## EXCERPTED DATA
--------

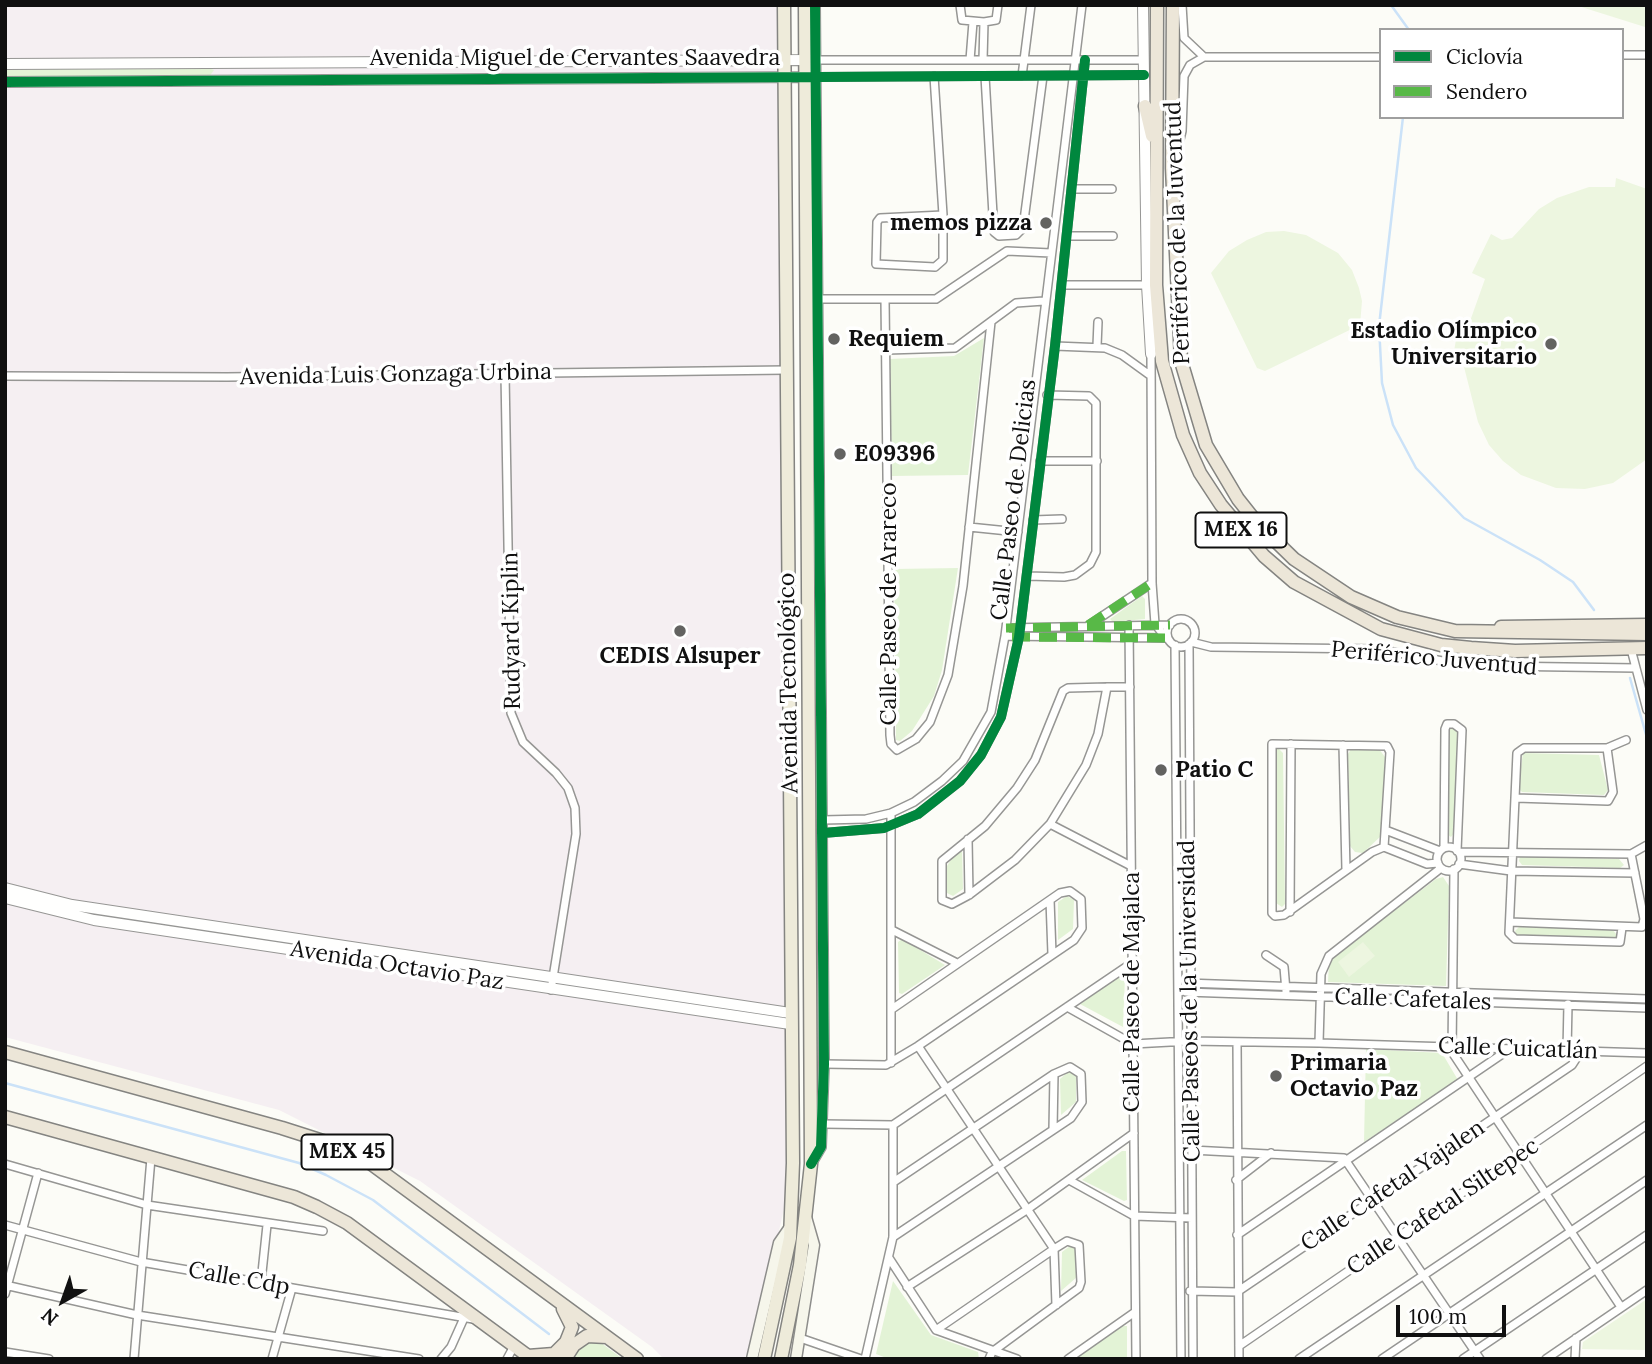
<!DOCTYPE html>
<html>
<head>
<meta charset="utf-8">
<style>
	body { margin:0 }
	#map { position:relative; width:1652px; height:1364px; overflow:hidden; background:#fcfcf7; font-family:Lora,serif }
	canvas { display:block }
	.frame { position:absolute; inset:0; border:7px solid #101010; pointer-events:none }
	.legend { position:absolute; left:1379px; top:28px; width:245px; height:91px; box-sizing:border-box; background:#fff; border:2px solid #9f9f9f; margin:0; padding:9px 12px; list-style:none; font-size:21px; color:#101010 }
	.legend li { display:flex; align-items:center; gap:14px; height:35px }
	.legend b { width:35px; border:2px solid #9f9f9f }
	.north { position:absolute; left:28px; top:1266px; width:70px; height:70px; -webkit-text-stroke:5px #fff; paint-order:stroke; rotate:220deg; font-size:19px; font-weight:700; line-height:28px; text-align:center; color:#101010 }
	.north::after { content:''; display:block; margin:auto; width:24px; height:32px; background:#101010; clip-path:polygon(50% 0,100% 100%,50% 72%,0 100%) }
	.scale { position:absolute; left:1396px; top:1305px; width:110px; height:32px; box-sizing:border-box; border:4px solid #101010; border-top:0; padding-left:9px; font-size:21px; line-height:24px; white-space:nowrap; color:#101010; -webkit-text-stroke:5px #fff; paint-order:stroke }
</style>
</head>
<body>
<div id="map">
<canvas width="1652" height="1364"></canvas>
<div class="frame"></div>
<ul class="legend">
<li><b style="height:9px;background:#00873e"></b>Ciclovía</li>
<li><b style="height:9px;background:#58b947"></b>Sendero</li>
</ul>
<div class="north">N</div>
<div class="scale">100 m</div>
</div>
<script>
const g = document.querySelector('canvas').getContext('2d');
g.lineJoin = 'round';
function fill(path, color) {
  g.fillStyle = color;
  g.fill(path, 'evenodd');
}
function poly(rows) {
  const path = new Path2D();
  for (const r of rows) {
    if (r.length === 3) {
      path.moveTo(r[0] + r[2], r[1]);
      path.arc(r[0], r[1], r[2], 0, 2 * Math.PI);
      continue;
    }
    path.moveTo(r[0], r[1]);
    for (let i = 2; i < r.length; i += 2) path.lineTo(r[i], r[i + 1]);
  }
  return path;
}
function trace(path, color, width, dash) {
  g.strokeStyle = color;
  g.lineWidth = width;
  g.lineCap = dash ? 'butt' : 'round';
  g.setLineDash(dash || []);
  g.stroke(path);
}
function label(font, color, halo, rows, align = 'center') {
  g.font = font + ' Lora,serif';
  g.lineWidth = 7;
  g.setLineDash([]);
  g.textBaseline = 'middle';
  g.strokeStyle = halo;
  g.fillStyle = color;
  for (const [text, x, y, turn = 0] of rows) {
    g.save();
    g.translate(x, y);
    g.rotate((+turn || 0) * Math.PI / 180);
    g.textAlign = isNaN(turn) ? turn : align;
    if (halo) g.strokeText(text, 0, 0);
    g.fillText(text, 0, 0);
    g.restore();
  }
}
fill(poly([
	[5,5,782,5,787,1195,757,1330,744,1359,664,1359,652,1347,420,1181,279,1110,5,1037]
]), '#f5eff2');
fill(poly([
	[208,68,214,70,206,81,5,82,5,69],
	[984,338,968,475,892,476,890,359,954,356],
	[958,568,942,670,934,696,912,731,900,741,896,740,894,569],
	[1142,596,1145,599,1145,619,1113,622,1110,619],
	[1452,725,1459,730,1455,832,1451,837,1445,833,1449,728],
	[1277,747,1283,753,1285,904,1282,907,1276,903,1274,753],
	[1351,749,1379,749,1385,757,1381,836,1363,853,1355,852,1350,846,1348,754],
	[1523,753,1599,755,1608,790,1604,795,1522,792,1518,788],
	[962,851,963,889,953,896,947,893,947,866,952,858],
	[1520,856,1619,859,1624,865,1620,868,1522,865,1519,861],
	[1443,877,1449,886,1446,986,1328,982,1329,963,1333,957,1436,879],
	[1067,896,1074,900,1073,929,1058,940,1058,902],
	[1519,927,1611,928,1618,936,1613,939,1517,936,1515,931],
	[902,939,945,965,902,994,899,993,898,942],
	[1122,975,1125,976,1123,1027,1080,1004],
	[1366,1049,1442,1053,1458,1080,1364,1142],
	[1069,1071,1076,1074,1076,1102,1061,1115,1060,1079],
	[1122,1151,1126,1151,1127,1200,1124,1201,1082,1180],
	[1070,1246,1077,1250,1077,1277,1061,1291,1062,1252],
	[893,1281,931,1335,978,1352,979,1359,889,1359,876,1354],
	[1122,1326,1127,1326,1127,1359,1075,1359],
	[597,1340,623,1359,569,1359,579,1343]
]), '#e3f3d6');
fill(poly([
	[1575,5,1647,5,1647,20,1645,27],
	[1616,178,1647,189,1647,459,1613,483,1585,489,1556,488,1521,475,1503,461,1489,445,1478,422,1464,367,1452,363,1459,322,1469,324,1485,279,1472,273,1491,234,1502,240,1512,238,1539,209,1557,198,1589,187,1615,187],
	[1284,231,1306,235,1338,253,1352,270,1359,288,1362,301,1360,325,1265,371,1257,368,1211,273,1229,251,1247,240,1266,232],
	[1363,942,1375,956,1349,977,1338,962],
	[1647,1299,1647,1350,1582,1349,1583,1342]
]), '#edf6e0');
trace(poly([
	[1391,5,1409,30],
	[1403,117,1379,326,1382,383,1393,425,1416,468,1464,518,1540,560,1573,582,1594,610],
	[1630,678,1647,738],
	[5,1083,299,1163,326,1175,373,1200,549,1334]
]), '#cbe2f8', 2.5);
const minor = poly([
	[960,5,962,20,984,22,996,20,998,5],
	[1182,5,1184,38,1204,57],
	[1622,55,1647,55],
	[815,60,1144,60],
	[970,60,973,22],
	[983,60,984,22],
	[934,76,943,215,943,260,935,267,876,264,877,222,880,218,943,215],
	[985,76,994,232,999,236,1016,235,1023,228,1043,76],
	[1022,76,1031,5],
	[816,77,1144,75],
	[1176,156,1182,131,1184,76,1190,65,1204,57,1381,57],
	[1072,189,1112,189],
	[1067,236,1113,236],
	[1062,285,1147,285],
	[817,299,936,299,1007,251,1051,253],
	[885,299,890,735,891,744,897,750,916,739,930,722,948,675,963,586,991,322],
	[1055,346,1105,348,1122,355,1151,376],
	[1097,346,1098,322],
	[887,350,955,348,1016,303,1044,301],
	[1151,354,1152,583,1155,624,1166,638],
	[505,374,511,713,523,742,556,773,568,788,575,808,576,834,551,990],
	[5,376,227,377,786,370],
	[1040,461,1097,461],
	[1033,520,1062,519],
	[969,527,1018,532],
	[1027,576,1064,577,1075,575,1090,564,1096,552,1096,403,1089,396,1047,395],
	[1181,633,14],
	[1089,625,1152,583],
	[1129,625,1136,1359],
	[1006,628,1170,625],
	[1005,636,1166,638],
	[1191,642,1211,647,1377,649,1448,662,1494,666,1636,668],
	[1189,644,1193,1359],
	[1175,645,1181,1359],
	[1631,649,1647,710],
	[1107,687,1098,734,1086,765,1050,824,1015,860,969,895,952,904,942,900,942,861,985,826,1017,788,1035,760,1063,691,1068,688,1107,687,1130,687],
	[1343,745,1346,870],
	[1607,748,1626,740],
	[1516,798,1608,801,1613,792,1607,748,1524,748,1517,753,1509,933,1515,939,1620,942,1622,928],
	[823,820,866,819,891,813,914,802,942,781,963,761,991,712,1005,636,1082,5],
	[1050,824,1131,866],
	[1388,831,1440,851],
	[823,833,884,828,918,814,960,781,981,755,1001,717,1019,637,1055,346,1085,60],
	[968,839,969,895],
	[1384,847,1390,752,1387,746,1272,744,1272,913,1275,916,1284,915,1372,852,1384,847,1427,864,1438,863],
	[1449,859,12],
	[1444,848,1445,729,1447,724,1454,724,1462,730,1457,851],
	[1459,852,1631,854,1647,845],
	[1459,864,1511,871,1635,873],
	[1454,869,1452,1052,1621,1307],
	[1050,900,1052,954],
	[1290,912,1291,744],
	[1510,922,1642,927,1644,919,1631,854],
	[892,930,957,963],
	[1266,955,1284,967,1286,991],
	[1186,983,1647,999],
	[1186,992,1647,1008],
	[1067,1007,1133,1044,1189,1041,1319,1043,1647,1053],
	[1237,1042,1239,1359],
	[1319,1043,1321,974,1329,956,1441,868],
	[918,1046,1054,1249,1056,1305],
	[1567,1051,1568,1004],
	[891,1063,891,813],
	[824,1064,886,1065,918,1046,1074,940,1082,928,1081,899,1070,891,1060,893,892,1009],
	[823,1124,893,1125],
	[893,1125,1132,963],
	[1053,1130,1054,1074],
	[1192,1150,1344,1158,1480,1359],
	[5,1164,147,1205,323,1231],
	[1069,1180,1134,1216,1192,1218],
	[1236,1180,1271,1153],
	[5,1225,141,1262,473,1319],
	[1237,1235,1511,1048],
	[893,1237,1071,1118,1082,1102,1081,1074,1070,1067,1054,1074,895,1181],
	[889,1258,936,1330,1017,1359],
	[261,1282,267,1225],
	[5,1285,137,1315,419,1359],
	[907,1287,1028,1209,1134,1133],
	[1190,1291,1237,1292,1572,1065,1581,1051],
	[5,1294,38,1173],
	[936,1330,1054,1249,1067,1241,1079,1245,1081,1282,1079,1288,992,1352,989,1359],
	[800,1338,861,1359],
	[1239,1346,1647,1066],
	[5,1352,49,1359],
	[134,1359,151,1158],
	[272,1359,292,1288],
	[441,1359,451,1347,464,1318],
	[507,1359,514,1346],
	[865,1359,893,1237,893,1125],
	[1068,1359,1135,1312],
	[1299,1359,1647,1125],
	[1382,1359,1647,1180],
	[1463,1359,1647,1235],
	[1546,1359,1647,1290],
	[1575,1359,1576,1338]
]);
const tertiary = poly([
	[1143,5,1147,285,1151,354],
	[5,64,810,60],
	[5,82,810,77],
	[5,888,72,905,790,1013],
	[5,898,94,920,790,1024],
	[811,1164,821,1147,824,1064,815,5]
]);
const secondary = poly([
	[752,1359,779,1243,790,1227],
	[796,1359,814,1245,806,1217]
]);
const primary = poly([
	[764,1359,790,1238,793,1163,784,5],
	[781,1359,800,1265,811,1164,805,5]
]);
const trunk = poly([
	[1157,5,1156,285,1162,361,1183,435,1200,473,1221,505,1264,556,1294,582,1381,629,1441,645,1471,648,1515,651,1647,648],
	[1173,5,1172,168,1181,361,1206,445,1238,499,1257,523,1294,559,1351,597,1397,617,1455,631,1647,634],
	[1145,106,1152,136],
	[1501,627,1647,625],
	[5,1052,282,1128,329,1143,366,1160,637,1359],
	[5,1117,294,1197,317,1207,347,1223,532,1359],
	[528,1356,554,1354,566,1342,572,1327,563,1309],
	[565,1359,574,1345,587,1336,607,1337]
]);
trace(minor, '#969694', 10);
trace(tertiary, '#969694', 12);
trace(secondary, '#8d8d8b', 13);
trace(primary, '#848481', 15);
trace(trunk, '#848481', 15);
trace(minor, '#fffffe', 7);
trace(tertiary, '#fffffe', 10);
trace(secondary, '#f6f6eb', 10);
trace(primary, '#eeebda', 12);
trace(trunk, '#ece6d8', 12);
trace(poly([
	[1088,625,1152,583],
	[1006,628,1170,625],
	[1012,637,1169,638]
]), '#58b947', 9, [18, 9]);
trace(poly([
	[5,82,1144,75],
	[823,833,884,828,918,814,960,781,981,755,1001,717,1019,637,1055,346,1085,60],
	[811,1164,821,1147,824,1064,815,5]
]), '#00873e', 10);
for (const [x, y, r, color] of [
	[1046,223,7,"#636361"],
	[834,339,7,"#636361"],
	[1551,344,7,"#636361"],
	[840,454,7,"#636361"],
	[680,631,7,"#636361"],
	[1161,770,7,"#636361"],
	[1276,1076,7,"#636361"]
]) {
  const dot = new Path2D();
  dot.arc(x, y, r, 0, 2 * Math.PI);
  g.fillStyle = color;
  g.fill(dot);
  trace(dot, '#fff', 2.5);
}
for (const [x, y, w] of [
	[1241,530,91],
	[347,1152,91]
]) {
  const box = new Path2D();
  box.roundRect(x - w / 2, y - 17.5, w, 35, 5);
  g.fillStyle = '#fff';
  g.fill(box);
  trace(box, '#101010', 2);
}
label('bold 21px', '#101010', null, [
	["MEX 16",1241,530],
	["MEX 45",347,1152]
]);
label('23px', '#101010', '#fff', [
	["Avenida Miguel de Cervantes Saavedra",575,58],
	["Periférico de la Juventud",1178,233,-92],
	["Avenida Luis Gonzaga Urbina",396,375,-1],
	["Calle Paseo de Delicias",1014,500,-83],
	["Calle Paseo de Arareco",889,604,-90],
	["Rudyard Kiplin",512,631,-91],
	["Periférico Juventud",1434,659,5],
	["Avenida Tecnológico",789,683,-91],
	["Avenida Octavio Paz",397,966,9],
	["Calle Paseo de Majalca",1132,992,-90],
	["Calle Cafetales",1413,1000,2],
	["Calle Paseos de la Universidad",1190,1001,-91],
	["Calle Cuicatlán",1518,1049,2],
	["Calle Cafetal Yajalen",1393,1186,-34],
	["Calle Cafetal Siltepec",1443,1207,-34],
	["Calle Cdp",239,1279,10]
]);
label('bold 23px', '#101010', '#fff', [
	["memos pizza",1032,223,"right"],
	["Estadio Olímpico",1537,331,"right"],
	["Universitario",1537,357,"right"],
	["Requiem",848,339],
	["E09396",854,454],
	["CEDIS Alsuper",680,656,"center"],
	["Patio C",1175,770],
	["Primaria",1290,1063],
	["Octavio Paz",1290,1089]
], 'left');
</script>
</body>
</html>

--------

## WHAT IS NEEDED
From the listing, reproduce every line where the word "halo" is present.

## ANSWER SECTION
function label(font, color, halo, rows, align = 'center') {
  g.strokeStyle = halo;
    if (halo) g.strokeText(text, 0, 0);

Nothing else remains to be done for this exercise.